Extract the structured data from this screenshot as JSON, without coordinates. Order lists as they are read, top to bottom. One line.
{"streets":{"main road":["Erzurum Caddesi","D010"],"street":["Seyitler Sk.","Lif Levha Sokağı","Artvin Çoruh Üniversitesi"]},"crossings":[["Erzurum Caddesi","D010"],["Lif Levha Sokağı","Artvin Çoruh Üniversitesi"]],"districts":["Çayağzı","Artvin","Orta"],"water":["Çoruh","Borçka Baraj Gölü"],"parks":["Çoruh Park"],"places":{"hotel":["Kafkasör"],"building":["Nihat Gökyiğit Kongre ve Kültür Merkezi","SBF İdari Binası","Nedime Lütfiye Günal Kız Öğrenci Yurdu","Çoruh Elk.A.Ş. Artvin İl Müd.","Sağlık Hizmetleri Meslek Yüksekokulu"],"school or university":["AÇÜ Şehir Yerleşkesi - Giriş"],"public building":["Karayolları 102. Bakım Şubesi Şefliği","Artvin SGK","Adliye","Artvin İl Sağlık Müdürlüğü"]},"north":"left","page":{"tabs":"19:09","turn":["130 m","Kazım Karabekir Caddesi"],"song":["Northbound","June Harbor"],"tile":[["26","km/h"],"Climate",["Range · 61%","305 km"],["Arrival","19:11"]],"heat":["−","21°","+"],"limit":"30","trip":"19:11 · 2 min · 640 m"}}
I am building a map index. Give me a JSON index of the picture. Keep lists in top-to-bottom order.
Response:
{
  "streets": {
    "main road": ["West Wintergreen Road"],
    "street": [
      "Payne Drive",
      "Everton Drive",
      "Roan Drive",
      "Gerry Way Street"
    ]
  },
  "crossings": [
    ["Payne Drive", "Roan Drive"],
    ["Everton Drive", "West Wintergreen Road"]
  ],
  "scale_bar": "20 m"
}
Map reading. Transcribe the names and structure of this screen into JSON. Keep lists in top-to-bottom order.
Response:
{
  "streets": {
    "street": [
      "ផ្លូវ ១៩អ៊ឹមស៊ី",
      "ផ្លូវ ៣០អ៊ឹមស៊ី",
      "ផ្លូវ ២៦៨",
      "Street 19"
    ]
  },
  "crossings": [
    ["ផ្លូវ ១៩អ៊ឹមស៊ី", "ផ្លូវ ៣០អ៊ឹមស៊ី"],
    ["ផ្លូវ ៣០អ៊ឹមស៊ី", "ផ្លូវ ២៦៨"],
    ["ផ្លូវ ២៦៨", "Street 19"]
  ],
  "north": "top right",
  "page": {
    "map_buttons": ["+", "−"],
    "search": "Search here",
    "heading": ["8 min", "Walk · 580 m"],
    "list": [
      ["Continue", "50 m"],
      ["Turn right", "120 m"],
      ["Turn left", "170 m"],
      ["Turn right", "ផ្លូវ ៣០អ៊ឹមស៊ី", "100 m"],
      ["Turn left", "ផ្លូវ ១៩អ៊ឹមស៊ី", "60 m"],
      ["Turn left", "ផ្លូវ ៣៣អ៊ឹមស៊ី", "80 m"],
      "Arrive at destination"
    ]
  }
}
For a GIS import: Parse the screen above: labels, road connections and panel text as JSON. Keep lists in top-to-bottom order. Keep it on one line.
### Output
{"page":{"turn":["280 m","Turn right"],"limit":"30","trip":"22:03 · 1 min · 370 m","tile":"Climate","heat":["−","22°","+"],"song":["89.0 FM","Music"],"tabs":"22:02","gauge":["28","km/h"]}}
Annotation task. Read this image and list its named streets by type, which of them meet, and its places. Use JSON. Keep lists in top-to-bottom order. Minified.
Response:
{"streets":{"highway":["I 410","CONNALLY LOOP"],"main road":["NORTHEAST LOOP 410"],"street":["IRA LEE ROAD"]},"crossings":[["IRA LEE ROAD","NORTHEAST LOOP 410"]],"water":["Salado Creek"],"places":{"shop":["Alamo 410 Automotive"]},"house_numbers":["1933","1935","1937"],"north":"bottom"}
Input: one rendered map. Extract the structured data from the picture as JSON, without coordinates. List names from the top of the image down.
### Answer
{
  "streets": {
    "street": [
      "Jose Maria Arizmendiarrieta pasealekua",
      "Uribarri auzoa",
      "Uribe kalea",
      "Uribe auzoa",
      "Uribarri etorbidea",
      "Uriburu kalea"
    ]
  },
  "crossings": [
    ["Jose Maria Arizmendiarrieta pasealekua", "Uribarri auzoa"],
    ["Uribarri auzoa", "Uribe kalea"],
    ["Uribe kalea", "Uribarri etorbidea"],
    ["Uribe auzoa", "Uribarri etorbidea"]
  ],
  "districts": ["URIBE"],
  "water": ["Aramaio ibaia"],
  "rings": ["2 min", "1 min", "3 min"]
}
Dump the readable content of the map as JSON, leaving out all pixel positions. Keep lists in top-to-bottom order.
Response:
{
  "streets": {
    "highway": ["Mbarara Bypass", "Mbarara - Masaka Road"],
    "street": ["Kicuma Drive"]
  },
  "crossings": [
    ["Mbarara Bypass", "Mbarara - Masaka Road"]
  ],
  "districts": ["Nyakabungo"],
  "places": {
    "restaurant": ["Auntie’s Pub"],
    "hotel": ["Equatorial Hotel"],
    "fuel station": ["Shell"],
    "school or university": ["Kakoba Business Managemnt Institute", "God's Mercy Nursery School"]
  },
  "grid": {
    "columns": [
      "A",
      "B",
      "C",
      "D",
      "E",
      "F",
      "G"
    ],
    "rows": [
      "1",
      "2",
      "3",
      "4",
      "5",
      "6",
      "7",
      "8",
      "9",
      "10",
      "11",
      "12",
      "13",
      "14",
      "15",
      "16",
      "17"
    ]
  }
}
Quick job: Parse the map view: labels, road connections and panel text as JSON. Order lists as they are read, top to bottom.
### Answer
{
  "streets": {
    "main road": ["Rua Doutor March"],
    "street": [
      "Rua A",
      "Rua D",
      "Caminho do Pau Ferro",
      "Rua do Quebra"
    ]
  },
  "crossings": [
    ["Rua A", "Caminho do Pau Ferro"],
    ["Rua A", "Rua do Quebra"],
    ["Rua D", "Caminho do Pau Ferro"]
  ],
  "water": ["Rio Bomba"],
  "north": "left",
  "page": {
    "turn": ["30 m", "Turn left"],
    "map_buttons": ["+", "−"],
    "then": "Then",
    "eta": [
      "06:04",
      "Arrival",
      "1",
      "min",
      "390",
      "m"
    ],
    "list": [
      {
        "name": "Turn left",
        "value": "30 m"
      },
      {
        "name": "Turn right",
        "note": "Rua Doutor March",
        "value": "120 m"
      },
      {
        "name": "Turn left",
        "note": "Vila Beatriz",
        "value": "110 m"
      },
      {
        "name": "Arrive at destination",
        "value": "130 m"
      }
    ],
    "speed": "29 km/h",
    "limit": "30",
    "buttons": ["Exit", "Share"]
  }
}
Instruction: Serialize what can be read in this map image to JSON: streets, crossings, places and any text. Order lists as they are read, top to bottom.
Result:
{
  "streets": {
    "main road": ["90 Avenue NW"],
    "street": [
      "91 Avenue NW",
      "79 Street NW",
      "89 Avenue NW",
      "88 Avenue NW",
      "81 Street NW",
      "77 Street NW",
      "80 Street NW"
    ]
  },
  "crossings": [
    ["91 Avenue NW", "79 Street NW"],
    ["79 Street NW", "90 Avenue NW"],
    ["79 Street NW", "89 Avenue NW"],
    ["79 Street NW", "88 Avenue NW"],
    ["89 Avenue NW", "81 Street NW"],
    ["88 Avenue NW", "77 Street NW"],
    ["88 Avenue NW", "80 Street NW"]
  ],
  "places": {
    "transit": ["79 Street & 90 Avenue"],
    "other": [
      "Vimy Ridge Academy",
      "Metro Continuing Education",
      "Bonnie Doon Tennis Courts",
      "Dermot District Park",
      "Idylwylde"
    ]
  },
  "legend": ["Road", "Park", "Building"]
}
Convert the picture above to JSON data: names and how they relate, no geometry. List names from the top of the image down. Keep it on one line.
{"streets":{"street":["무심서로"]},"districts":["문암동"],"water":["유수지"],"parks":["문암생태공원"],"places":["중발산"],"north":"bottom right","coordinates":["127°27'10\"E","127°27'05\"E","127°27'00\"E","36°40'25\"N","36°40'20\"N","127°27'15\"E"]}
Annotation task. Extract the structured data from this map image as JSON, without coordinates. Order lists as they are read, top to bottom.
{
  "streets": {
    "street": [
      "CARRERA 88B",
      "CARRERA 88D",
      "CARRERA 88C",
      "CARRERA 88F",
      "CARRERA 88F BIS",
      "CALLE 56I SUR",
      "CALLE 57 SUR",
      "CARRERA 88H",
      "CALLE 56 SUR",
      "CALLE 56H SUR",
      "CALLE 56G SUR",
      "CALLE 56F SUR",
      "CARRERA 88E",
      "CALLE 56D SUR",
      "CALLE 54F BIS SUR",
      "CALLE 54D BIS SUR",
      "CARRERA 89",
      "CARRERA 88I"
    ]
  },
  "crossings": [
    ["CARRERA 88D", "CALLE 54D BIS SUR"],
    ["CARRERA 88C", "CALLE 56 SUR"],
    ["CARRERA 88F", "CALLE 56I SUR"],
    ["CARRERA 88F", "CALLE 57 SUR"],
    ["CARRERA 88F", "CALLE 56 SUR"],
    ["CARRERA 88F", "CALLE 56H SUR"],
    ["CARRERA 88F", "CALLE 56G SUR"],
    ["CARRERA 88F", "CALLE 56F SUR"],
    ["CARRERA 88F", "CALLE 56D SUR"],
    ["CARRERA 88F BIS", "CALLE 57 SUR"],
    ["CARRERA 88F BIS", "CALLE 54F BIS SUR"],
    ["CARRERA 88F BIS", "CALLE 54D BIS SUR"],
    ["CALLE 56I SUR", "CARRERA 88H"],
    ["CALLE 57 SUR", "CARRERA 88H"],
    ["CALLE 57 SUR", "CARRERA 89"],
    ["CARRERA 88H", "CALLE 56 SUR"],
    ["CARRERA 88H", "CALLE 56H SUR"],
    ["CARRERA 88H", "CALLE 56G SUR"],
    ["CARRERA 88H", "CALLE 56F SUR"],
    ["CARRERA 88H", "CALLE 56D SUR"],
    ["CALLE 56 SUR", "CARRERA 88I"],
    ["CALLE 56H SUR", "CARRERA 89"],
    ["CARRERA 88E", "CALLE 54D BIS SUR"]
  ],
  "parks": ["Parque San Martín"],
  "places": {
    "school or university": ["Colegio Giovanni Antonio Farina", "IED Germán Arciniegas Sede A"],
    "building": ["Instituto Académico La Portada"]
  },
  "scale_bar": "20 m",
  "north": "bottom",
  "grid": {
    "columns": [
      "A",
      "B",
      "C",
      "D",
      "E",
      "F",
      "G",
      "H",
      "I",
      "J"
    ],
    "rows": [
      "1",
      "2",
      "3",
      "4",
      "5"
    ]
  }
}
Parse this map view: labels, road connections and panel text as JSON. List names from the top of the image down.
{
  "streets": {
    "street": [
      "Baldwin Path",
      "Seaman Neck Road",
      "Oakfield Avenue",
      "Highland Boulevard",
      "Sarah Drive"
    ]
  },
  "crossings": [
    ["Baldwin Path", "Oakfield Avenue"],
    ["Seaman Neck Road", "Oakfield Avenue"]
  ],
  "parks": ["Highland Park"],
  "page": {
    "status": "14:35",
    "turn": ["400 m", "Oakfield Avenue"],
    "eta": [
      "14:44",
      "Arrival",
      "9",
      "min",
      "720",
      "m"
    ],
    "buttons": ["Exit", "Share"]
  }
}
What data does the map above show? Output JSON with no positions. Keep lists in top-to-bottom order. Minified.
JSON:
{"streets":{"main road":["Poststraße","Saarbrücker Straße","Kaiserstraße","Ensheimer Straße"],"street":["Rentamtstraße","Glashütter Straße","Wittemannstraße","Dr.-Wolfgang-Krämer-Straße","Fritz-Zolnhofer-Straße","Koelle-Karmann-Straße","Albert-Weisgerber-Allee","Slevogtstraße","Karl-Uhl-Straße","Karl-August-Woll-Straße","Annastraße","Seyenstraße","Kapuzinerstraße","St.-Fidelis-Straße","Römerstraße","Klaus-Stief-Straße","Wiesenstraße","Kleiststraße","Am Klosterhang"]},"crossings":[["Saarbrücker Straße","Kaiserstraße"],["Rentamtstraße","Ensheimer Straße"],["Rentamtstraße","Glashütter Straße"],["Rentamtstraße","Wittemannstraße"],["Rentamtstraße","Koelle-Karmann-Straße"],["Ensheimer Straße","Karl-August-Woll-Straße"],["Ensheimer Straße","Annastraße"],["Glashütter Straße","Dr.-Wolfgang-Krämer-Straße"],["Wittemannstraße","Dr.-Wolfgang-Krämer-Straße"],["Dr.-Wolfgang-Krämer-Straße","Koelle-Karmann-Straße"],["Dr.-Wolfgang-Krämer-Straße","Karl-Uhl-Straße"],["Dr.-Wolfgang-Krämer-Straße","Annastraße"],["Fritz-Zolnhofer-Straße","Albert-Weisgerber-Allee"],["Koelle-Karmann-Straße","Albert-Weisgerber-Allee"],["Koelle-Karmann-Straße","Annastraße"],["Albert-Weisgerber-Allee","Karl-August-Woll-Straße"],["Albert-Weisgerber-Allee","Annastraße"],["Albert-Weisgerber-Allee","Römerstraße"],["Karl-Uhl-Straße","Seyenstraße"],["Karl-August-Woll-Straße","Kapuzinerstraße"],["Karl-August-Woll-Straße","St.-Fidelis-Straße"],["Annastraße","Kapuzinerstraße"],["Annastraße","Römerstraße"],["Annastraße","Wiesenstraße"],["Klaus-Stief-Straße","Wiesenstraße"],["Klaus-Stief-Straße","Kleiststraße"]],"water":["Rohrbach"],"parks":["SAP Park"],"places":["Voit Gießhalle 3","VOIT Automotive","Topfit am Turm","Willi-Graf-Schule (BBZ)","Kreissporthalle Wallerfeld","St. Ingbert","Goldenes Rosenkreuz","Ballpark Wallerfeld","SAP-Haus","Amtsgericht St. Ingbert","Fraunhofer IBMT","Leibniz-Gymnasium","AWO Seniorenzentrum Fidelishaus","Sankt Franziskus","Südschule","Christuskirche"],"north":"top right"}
───
Nothing should be returned except the lines from the first line of the data above through the line with "I am building", each one exact.

Extract the structured data from this screenshot as JSON, without coordinates. Order lists as they are read, top to bottom. One line.
{"streets":{"main road":["Erzurum Caddesi","D010"],"street":["Seyitler Sk.","Lif Levha Sokağı","Artvin Çoruh Üniversitesi"]},"crossings":[["Erzurum Caddesi","D010"],["Lif Levha Sokağı","Artvin Çoruh Üniversitesi"]],"districts":["Çayağzı","Artvin","Orta"],"water":["Çoruh","Borçka Baraj Gölü"],"parks":["Çoruh Park"],"places":{"hotel":["Kafkasör"],"building":["Nihat Gökyiğit Kongre ve Kültür Merkezi","SBF İdari Binası","Nedime Lütfiye Günal Kız Öğrenci Yurdu","Çoruh Elk.A.Ş. Artvin İl Müd.","Sağlık Hizmetleri Meslek Yüksekokulu"],"school or university":["AÇÜ Şehir Yerleşkesi - Giriş"],"public building":["Karayolları 102. Bakım Şubesi Şefliği","Artvin SGK","Adliye","Artvin İl Sağlık Müdürlüğü"]},"north":"left","page":{"tabs":"19:09","turn":["130 m","Kazım Karabekir Caddesi"],"song":["Northbound","June Harbor"],"tile":[["26","km/h"],"Climate",["Range · 61%","305 km"],["Arrival","19:11"]],"heat":["−","21°","+"],"limit":"30","trip":"19:11 · 2 min · 640 m"}}
I am building a map index. Give me a JSON index of the picture. Keep lists in top-to-bottom order.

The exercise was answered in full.